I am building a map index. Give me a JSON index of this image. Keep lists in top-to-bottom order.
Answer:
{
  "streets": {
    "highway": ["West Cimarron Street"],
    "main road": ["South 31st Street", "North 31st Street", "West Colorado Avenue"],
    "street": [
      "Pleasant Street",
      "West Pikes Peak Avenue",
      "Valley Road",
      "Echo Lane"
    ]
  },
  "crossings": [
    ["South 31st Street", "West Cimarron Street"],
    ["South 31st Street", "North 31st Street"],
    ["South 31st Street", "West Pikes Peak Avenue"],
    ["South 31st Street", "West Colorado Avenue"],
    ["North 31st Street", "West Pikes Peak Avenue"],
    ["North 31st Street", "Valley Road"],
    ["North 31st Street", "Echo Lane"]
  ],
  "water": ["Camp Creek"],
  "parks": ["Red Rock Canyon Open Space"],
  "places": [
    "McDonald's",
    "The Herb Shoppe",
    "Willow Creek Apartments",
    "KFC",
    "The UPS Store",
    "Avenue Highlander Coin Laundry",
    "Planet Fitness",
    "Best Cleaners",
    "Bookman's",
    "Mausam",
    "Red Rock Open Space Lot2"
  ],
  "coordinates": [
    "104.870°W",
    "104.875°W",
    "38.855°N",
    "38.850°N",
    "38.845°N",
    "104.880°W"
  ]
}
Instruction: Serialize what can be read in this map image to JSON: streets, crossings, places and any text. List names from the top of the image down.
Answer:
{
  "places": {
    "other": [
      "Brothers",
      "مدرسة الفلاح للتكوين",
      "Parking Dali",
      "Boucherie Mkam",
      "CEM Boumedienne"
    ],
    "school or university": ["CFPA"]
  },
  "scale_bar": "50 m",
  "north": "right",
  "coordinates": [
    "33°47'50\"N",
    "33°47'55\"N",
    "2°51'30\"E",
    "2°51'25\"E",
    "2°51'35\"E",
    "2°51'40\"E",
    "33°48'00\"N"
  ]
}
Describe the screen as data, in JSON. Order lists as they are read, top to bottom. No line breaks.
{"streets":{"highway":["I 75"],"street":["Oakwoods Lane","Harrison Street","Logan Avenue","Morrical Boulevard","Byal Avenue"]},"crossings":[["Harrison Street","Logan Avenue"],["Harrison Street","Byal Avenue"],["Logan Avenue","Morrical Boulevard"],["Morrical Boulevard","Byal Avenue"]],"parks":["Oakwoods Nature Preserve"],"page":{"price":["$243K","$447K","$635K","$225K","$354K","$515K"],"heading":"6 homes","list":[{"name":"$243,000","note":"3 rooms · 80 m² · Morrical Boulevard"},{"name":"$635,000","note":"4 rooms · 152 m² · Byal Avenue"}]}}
※
■ **EXERCISE AIM**
Reproduce without change every line of the entries above, from the one containing "Instruction: Serialize what" through the last.

■ **EXERCISE SOLUTION**
Instruction: Serialize what can be read in this map image to JSON: streets, crossings, places and any text. List names from the top of the image down.
Answer:
{
  "places": {
    "other": [
      "Brothers",
      "مدرسة الفلاح للتكوين",
      "Parking Dali",
      "Boucherie Mkam",
      "CEM Boumedienne"
    ],
    "school or university": ["CFPA"]
  },
  "scale_bar": "50 m",
  "north": "right",
  "coordinates": [
    "33°47'50\"N",
    "33°47'55\"N",
    "2°51'30\"E",
    "2°51'25\"E",
    "2°51'35\"E",
    "2°51'40\"E",
    "33°48'00\"N"
  ]
}
Describe the screen as data, in JSON. Order lists as they are read, top to bottom. No line breaks.
{"streets":{"highway":["I 75"],"street":["Oakwoods Lane","Harrison Street","Logan Avenue","Morrical Boulevard","Byal Avenue"]},"crossings":[["Harrison Street","Logan Avenue"],["Harrison Street","Byal Avenue"],["Logan Avenue","Morrical Boulevard"],["Morrical Boulevard","Byal Avenue"]],"parks":["Oakwoods Nature Preserve"],"page":{"price":["$243K","$447K","$635K","$225K","$354K","$515K"],"heading":"6 homes","list":[{"name":"$243,000","note":"3 rooms · 80 m² · Morrical Boulevard"},{"name":"$635,000","note":"4 rooms · 152 m² · Byal Avenue"}]}}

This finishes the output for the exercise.